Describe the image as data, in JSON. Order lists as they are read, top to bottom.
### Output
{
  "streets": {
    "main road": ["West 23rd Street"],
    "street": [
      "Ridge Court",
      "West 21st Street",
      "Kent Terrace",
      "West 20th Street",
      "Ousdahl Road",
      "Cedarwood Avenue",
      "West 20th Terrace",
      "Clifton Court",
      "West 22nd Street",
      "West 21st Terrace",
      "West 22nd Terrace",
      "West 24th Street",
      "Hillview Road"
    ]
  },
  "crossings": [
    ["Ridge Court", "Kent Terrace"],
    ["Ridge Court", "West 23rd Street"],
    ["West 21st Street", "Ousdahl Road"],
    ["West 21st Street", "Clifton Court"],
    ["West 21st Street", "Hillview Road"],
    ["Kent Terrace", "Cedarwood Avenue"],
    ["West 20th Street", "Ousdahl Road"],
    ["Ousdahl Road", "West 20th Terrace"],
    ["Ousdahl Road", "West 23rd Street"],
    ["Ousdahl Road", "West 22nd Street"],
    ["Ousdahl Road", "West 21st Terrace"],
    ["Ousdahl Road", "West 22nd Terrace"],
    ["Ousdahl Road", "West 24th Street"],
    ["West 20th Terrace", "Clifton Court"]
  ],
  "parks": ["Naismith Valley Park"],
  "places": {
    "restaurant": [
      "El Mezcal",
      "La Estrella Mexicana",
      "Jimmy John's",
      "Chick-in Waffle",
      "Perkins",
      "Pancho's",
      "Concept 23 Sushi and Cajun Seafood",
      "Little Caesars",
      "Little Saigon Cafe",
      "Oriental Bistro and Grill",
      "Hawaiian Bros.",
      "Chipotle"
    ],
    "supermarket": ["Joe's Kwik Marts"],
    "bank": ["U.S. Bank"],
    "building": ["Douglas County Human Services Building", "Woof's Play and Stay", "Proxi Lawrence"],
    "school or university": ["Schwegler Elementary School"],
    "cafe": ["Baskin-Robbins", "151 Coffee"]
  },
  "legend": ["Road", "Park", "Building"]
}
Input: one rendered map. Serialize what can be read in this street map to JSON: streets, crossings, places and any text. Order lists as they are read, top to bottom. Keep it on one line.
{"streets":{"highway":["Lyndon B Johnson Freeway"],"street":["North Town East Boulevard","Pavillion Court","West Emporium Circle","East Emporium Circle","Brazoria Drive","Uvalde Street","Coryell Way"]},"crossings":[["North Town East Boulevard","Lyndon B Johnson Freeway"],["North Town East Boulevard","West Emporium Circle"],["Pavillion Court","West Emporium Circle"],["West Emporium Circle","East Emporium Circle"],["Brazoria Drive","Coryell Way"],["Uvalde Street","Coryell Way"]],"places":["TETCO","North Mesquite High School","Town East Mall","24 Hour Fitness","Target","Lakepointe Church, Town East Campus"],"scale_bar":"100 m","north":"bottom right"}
== == ==
§ ABOUT THIS TASK: The required answer is each line of the entries containing the string "Hillview".

§ RESPONSE BOX:
      "Hillview Road"
    ["West 21st Street", "Hillview Road"],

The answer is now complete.